▸ **Dataset entries**

.....

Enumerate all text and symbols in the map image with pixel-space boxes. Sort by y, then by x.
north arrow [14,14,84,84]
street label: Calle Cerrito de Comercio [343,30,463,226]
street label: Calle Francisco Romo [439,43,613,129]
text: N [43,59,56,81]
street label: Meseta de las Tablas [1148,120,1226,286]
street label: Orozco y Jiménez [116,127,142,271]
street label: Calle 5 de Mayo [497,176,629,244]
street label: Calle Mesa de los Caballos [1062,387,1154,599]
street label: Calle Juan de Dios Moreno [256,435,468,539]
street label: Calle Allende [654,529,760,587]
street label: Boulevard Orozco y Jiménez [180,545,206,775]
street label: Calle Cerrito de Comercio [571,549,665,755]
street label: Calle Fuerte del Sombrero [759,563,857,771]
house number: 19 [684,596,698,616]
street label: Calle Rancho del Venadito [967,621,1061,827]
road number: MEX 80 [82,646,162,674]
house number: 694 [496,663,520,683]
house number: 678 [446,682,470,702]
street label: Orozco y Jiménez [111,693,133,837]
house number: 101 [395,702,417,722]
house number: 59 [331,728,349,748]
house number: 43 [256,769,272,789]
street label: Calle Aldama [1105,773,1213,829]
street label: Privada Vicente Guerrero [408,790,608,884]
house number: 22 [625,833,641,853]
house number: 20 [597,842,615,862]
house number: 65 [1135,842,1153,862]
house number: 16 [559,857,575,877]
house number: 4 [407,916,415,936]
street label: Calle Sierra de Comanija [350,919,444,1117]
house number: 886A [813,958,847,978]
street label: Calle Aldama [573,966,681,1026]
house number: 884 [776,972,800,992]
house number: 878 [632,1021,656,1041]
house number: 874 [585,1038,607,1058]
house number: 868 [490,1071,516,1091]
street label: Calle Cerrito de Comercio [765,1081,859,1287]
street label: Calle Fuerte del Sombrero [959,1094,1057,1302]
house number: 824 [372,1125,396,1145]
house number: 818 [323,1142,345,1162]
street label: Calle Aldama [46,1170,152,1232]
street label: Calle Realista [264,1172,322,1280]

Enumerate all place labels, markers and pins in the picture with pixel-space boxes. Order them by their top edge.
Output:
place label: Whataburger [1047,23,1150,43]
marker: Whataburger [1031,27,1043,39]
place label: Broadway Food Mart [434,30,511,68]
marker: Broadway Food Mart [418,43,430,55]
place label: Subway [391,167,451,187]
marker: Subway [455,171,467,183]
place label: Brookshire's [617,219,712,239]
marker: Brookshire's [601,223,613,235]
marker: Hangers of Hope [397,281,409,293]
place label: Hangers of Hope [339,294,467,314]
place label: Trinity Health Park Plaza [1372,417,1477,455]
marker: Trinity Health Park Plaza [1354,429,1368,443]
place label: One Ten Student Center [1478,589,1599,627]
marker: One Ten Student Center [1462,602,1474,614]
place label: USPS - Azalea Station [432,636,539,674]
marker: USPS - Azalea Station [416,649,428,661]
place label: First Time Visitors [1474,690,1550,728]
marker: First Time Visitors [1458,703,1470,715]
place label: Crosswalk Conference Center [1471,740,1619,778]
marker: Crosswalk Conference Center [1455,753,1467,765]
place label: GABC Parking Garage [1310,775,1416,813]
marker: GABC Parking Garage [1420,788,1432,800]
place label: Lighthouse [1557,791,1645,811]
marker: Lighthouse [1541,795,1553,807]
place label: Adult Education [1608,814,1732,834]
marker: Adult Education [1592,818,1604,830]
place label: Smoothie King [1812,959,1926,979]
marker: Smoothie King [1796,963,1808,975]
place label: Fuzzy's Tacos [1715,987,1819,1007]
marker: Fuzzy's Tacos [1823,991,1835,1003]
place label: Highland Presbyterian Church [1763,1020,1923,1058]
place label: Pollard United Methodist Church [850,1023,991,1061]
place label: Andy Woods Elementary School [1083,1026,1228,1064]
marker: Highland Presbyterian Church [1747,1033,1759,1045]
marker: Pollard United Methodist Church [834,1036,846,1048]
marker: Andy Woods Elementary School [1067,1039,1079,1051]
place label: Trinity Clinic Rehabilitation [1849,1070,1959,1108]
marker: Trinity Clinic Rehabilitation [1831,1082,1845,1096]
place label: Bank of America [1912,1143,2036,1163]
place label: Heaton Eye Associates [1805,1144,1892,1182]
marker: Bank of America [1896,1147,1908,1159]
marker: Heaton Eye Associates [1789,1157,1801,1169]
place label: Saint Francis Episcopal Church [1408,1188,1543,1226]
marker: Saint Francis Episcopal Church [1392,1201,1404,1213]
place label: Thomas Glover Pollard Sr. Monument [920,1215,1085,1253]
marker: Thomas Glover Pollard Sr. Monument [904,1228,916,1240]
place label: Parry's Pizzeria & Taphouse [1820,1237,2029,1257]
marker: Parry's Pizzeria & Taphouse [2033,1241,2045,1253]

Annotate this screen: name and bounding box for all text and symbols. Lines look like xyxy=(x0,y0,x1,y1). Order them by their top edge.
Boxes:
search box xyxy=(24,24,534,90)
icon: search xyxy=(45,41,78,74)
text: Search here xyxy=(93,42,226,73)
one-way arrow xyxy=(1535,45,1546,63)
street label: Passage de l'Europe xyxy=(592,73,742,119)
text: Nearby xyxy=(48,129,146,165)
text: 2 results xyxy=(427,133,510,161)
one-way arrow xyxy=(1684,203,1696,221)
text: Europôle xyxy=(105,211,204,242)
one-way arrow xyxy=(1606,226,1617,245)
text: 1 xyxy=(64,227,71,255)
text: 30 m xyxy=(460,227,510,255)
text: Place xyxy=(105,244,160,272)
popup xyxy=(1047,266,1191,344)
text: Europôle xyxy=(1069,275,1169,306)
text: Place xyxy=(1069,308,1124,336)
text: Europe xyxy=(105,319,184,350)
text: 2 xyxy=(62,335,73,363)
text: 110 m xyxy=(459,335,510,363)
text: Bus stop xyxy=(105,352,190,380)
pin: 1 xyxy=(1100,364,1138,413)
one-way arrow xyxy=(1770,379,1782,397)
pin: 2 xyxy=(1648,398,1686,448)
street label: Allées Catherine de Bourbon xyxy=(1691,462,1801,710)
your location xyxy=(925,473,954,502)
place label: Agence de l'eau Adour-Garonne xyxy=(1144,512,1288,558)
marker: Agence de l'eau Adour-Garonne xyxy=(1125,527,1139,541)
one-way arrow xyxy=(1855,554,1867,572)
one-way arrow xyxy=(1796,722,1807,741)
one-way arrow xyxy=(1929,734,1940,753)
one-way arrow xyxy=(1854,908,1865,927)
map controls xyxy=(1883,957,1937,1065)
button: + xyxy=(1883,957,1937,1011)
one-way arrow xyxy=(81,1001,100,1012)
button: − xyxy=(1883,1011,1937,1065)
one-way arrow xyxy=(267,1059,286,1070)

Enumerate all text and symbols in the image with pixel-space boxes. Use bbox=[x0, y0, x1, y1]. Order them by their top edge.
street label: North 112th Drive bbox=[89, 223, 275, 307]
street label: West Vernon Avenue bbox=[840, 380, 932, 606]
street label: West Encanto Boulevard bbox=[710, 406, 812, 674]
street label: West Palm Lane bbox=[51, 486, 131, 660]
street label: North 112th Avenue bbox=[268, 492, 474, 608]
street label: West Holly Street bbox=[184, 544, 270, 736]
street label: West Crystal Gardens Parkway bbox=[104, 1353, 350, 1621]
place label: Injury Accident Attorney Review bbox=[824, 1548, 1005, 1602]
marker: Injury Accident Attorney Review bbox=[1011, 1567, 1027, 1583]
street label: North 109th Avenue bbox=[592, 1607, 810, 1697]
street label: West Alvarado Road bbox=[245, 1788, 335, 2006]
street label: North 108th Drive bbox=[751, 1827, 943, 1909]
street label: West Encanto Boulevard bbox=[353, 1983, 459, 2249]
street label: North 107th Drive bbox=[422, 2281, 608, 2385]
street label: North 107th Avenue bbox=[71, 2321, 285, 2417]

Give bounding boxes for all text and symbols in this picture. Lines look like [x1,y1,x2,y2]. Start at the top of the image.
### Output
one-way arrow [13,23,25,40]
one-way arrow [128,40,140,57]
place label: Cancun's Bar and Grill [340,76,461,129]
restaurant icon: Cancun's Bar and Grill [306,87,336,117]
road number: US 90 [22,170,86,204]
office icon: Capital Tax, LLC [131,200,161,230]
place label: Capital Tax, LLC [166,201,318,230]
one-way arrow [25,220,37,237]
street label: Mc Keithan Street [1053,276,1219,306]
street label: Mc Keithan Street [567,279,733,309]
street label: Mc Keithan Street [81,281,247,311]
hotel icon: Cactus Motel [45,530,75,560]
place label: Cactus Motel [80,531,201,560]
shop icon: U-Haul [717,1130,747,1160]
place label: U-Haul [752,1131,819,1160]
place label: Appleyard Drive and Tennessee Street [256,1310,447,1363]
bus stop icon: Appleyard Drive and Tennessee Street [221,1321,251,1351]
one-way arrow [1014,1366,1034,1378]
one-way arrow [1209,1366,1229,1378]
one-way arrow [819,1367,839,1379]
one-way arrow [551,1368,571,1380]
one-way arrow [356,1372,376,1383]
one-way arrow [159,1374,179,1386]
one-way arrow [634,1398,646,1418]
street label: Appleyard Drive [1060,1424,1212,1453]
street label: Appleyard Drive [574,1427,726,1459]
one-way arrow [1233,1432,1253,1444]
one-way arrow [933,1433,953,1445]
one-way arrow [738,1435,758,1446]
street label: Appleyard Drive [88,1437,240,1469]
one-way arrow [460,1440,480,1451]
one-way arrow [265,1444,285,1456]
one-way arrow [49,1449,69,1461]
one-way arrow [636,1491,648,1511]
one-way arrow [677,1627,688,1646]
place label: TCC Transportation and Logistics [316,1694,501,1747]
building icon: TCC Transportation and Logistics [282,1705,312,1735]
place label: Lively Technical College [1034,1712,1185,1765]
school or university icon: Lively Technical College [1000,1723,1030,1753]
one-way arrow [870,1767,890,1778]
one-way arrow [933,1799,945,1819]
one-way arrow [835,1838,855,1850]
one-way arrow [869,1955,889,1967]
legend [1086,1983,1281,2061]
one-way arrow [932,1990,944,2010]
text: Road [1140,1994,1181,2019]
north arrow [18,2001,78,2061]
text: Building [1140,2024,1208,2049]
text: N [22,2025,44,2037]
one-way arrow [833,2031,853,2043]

.....

▸ **Aim of the exercise**
What is needed is every line of the records that contains the word "Heaton".

▸ **Task output**
place label: Heaton Eye Associates [1805,1144,1892,1182]
marker: Heaton Eye Associates [1789,1157,1801,1169]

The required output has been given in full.